### The task:
Report every line of the material that contains the string "shadow".

--------------------

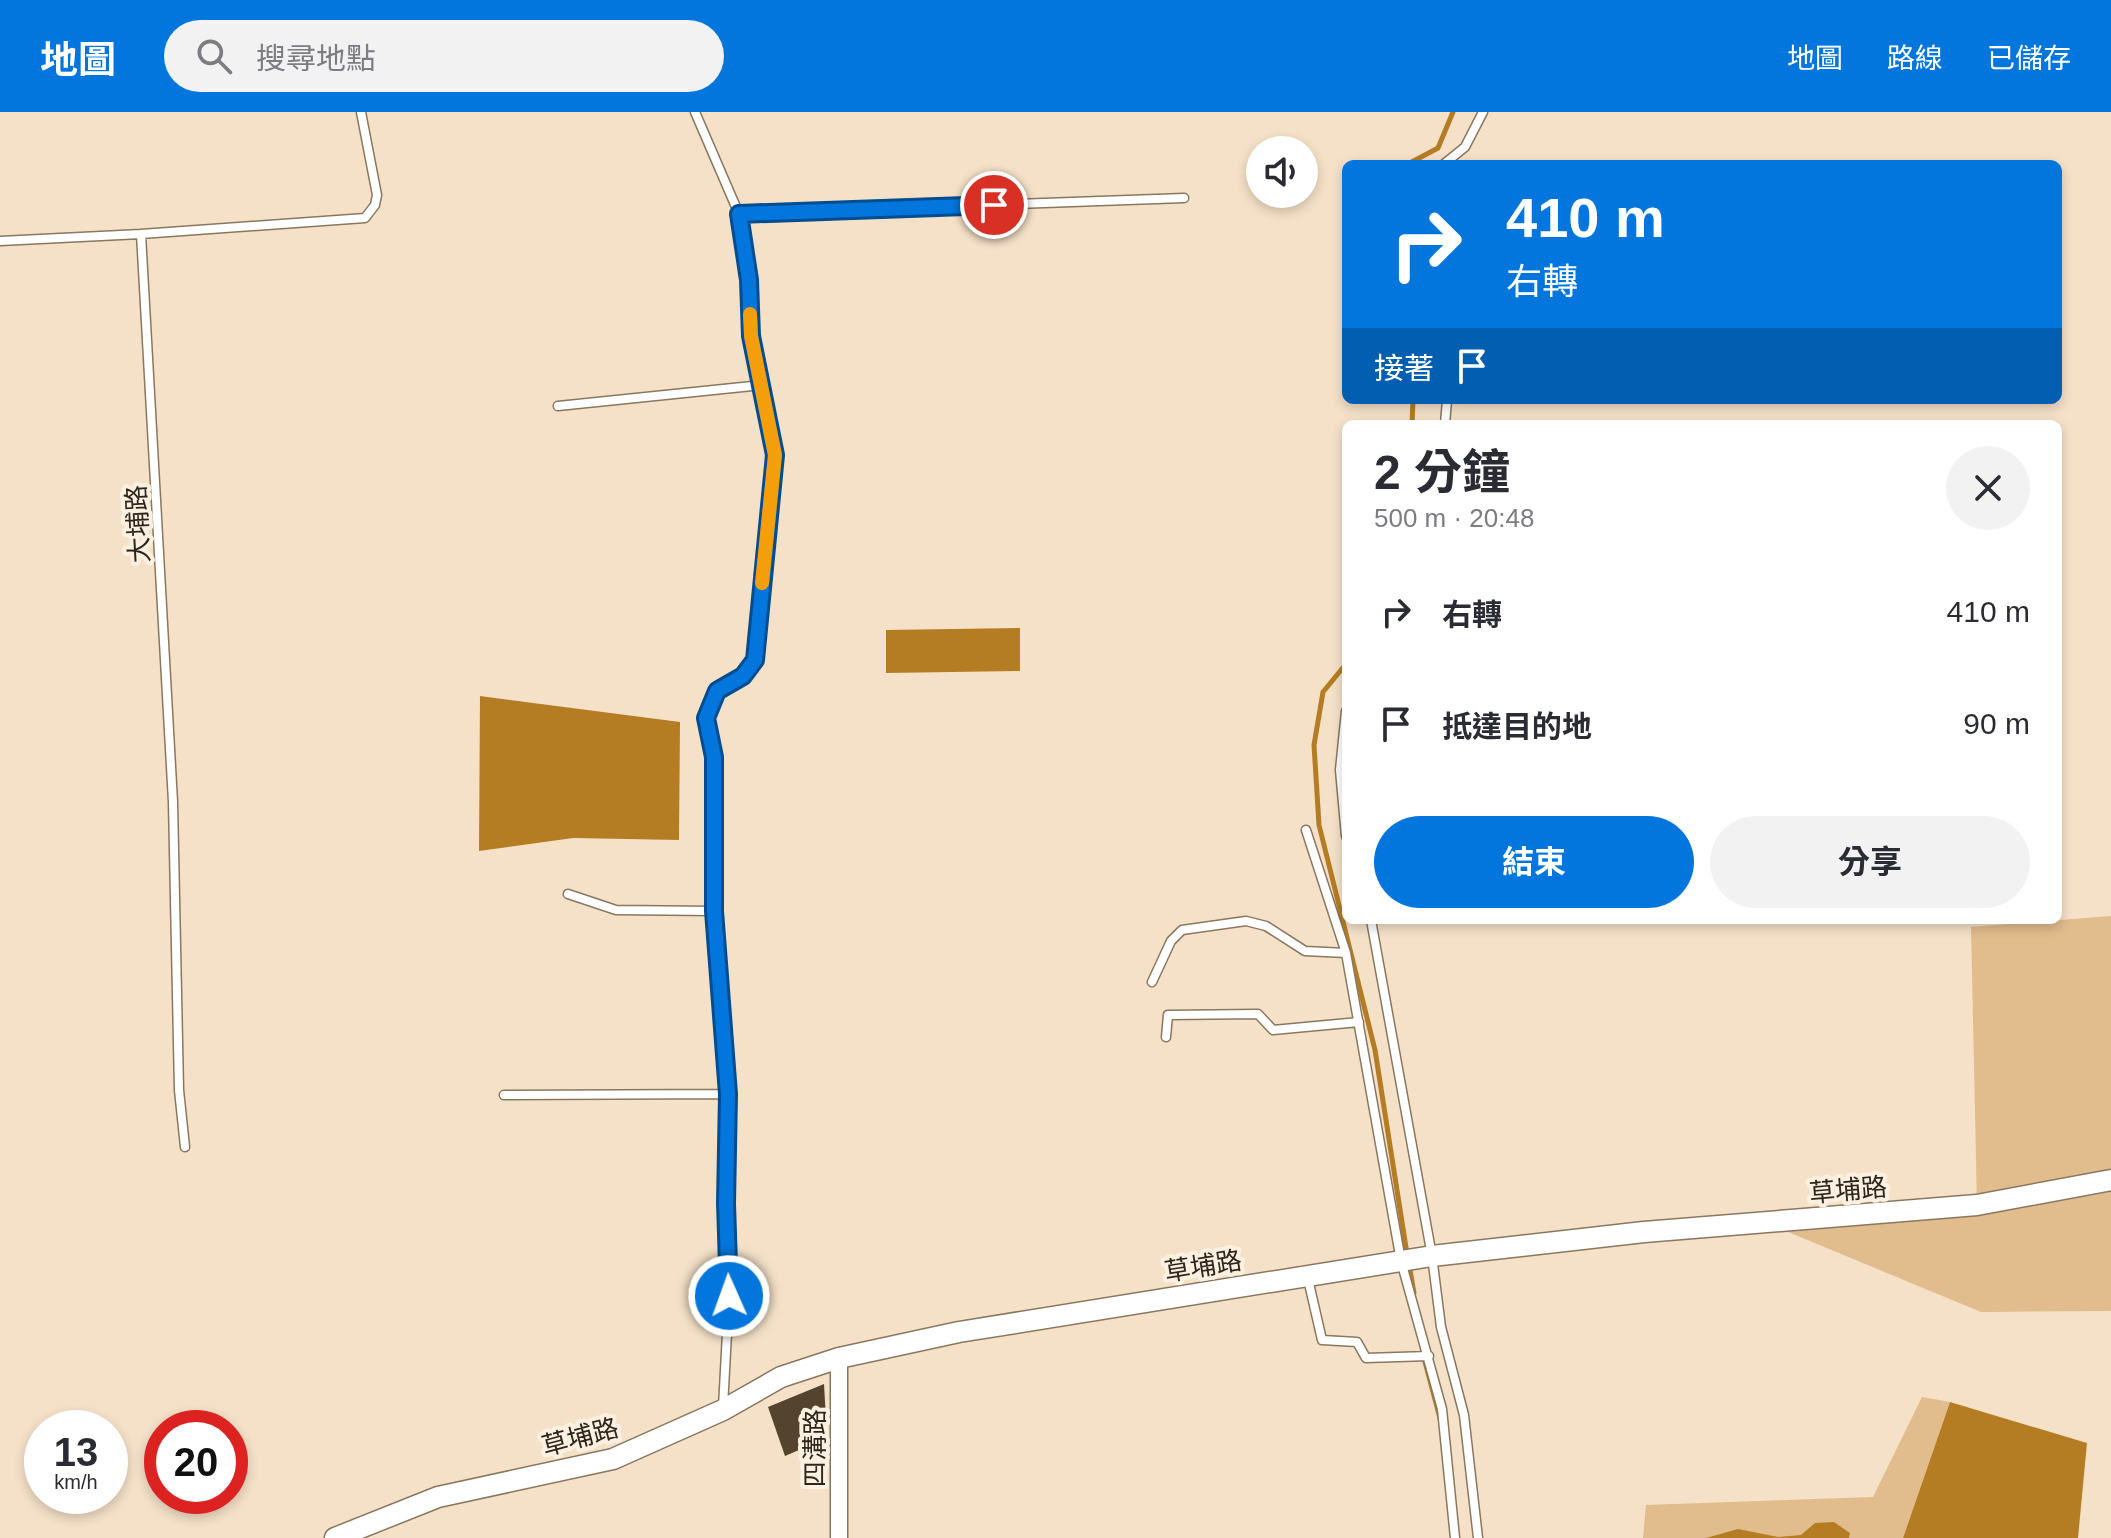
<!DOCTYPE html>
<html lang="zh-TW">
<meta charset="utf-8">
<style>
body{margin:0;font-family:Arial,"Noto Sans TC",sans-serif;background:#f2f2f3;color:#2b2b33;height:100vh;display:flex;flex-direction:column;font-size:30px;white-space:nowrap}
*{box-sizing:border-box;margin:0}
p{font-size:26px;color:#7c7c81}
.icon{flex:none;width:44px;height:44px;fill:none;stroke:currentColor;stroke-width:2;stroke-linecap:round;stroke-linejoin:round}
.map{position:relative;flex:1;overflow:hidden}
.sheet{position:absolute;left:1342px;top:308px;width:720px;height:504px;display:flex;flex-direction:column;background:#fff;border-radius:12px;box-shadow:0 4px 12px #0003}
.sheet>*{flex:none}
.guide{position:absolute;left:1342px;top:48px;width:720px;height:244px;border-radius:12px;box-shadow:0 4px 12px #0003;background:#0276dd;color:#fff;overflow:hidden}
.buttons{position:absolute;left:1246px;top:24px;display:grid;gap:16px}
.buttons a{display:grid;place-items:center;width:72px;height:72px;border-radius:50%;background:#fff;box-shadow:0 4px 12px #0003;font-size:40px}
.speed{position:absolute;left:24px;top:1298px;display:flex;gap:16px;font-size:40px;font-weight:700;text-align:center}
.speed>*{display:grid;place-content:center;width:104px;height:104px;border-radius:50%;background:#fff;box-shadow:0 4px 12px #0003;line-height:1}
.speed small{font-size:20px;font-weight:400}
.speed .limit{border:12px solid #d22;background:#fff;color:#111}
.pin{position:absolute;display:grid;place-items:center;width:68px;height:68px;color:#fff;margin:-34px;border:4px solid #fff;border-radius:50%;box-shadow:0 2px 8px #0007}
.me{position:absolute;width:88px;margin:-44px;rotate:358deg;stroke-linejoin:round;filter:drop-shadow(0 0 6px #0008)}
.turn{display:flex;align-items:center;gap:28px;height:168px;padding:0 32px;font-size:36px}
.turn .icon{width:104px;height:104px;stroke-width:2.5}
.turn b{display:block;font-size:56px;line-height:68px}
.then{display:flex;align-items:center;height:76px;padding:0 32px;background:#0003;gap:16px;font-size:30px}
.round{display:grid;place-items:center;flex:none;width:84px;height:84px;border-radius:42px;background:#f2f2f3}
.overview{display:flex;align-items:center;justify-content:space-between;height:136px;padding:0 32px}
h1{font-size:48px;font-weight:700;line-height:60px}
.button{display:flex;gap:16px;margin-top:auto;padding:16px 32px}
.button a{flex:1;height:92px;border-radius:48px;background:#0276dd;color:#fff;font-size:32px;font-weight:700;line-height:92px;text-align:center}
.button a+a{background:#f2f2f3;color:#2b2b33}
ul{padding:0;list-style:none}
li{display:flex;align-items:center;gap:24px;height:112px;padding:0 32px}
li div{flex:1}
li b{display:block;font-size:30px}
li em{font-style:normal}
header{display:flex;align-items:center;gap:48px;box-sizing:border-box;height:112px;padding:0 40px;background:#0276dd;color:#fff}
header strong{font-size:38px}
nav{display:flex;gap:44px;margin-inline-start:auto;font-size:28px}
.search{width:560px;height:72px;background:#f2f2f3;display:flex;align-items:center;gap:20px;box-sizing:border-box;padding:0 28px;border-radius:44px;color:#7c7c81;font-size:30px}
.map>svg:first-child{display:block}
.green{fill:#e1bc8d}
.water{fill:#b57d23}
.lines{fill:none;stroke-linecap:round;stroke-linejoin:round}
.stream{stroke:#b57d23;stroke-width:5}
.building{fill:#54442f}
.service-casing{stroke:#897760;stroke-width:11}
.minor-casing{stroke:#897760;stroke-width:19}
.tertiary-casing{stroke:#897760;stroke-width:23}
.service{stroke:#fff;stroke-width:8}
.minor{stroke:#fff;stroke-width:16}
.tertiary{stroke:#fff;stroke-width:20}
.route-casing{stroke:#014d90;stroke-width:20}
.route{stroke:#0276dd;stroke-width:14}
.slow{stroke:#f59e0b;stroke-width:14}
.labels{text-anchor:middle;stroke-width:8;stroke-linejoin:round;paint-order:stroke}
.street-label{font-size:26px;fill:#2e261d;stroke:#fcf0e1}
</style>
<header>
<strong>地圖</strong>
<div class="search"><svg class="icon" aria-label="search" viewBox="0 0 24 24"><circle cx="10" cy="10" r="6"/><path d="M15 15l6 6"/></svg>搜尋地點</div>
<nav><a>地圖</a><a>路線</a><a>已儲存</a></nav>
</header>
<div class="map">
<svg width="2111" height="1426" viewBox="0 0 2111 1426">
<rect width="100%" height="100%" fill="#f5e1c8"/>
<!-- green -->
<path class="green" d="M2111,804V1199L1981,1200L1764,1110L1977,1093L1971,815Z
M1922,1285L1950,1290L1903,1426H1643L1646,1393L1873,1385Z"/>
<!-- water -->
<path class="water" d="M1020,516V559L886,561V518Z
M480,584L680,610L679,728L573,726L479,739Z
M1950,1290L2087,1331L2078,1426H1903Z
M1834,1410L1850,1421L1849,1426H1706L1738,1417L1778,1425L1801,1423L1815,1411Z"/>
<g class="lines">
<!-- stream -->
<path class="stream" d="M1408,52L1438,36L1453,0
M1412,312L1413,288
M1346,552L1323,580L1314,633L1319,713L1375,938L1407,1142
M1409,1152L1414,1181
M1424,1246L1441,1310"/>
</g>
<!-- building -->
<path class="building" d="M824,1272L827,1326L785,1344L768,1295Z"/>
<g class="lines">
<!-- service casing -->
<g class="service-casing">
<path id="service" d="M695,0L739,102L749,168L751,224L775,343L755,548L743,564L717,579L706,606L714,645V799L728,982L729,1184L723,1295
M1444,52L1465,35L1483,0
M739,102L1184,86
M0,129L141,122
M558,294L762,273
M1445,312L1447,288
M1346,599L1340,658L1346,724
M1306,718L1346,841L1401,1149L1442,1297L1455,1426
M568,782L616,798L714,799
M1371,808L1432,1144L1441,1215L1464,1303L1478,1426
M1152,870L1171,829L1182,818L1246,809L1266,814L1305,839L1346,841
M1166,925L1168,903L1258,902L1273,918L1359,910
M504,983L728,982
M185,1035L179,978L173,690L141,122L365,106L375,93L377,83L361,0
M1308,1167L1322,1228L1357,1230L1366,1246L1429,1244"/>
</g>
<!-- minor casing -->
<g class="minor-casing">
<path id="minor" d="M839,1426V1246"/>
</g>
<!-- tertiary casing -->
<g class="tertiary-casing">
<path id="tertiary" d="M335,1426L438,1385L613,1347L723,1298L781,1265L839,1246L959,1220L1432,1144L1644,1120L1977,1093L2111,1068"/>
</g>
<!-- service -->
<use href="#service" class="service"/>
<!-- minor -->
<use href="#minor" class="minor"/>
<!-- tertiary -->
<use href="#tertiary" class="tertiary"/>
</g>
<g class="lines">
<!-- route casing -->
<g class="route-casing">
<path id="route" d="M729,1184L726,1091L728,982L714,799V645L706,606L717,579L743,564L755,548L775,343L751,224L749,168L739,102L994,93"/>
</g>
<!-- route -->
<use href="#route" class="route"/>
<!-- slow -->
<path class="slow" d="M750,202L751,224L775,343L762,471"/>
</g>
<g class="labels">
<!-- street labels -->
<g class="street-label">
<text transform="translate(138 412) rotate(-93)" y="9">大埔路</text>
<text transform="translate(1848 1078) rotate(-5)" y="9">草埔路</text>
<text transform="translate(1203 1154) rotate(-9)" y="9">草埔路</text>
<text transform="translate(580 1325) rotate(-15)" y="9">草埔路</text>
<text transform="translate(815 1336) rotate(-90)" y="9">四溝路</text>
</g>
</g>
</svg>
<div class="buttons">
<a><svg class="icon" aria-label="sound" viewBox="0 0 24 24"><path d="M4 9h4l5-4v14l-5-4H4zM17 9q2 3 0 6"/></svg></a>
</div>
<div class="speed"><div>13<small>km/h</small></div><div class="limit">20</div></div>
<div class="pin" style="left:994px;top:93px;background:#d93025"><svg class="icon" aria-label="arrive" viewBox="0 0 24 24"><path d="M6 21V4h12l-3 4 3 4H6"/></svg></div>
<svg class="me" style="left:729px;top:1184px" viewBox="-20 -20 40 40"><circle r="17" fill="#0276dd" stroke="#fff" stroke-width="3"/><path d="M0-11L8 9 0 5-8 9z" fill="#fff"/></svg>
<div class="guide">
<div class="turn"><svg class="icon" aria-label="right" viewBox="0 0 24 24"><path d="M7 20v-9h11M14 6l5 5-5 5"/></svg><div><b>410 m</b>右轉</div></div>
<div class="then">接著<svg class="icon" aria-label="arrive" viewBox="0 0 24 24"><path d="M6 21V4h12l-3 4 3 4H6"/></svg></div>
</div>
<section class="sheet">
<div class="overview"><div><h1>2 分鐘</h1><p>500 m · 20:48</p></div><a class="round"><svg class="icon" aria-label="close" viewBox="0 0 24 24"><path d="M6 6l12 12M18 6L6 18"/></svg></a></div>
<ul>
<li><svg class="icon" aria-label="right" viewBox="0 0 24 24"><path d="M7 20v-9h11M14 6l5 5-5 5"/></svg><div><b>右轉</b></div><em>410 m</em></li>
<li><svg class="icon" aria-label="arrive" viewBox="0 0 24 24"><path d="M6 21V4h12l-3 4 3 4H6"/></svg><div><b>抵達目的地</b></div><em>90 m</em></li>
</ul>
<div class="button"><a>結束</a><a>分享</a></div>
</section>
</div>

--------------------

### Solved exercise:
.sheet{position:absolute;left:1342px;top:308px;width:720px;height:504px;display:flex;flex-direction:column;background:#fff;border-radius:12px;box-shadow:0 4px 12px #0003}
.guide{position:absolute;left:1342px;top:48px;width:720px;height:244px;border-radius:12px;box-shadow:0 4px 12px #0003;background:#0276dd;color:#fff;overflow:hidden}
.buttons a{display:grid;place-items:center;width:72px;height:72px;border-radius:50%;background:#fff;box-shadow:0 4px 12px #0003;font-size:40px}
.speed>*{display:grid;place-content:center;width:104px;height:104px;border-radius:50%;background:#fff;box-shadow:0 4px 12px #0003;line-height:1}
.pin{position:absolute;display:grid;place-items:center;width:68px;height:68px;color:#fff;margin:-34px;border:4px solid #fff;border-radius:50%;box-shadow:0 2px 8px #0007}
.me{position:absolute;width:88px;margin:-44px;rotate:358deg;stroke-linejoin:round;filter:drop-shadow(0 0 6px #0008)}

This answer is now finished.